§ **Entries supplied**:

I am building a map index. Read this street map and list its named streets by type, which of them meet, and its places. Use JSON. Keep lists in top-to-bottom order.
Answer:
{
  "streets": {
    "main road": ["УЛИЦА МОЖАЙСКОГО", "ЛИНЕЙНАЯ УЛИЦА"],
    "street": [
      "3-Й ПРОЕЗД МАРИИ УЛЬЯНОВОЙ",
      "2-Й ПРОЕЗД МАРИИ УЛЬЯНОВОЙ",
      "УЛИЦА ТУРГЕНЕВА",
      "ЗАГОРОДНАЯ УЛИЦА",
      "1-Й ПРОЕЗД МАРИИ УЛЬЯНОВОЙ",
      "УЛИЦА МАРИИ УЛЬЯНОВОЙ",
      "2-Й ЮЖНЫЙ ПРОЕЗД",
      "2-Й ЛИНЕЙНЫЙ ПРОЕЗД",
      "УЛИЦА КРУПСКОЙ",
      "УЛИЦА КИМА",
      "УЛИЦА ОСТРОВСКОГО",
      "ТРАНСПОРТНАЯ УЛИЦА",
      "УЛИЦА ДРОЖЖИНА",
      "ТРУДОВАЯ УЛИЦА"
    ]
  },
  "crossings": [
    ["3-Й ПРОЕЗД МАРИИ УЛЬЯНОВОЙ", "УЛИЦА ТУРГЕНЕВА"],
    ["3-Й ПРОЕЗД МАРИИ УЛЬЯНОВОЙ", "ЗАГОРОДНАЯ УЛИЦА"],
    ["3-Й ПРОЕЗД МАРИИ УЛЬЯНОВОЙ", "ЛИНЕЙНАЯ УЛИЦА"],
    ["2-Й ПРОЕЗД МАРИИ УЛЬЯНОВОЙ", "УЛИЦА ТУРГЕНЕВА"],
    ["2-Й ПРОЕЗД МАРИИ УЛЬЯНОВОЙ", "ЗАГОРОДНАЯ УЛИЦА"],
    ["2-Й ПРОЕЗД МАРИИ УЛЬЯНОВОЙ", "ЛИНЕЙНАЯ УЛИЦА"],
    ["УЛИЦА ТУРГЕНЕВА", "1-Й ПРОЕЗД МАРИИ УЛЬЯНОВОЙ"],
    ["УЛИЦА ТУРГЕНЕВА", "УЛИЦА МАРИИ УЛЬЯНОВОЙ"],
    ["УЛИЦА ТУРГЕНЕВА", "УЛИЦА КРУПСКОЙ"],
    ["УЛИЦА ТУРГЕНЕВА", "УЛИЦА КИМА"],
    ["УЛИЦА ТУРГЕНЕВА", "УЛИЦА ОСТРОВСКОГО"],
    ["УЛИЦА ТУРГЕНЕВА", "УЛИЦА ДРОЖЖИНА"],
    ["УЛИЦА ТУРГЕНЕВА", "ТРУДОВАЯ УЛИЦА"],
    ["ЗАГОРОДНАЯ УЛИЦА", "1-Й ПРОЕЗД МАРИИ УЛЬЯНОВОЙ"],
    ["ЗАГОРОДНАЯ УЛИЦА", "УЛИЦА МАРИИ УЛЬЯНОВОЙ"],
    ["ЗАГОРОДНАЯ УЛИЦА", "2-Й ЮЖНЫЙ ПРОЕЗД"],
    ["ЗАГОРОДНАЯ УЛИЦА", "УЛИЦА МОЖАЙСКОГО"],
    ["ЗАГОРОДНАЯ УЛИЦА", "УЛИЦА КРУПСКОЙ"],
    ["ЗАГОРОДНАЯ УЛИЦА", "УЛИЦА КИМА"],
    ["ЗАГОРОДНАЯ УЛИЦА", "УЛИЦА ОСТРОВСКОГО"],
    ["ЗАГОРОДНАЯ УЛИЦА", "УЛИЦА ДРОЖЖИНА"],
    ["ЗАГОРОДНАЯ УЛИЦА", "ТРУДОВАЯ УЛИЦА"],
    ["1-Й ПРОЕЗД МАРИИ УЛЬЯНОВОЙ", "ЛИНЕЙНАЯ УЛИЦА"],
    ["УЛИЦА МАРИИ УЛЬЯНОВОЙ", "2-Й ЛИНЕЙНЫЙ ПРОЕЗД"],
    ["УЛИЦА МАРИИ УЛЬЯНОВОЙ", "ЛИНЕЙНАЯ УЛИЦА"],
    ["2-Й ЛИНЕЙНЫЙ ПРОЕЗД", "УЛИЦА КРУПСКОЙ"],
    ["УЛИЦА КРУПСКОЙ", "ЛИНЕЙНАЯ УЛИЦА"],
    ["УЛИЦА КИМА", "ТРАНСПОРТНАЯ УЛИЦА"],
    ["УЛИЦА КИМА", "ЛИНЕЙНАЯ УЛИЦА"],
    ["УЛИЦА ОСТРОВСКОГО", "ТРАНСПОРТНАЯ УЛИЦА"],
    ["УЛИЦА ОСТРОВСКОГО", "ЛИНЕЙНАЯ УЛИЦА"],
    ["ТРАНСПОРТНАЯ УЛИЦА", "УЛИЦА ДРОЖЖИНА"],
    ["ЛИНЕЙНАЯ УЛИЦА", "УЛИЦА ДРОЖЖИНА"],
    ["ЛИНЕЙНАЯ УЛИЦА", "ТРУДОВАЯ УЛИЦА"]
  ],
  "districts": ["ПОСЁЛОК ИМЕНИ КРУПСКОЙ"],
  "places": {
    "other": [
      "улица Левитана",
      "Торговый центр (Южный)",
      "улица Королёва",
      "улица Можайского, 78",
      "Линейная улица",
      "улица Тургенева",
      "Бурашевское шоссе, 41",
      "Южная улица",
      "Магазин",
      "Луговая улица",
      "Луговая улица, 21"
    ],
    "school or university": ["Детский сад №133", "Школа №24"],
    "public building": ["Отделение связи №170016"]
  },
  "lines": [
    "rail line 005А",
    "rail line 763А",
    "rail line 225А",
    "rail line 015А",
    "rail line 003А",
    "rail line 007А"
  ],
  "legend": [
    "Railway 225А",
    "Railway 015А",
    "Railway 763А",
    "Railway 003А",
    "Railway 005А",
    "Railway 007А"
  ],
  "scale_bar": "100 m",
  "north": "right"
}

§ **What the exercise asks**: Find each line above that contains "building", and copy those lines.

§ **Solution to the exercise**:
I am building a map index. Read this street map and list its named streets by type, which of them meet, and its places. Use JSON. Keep lists in top-to-bottom order.
    "public building": ["Отделение связи №170016"]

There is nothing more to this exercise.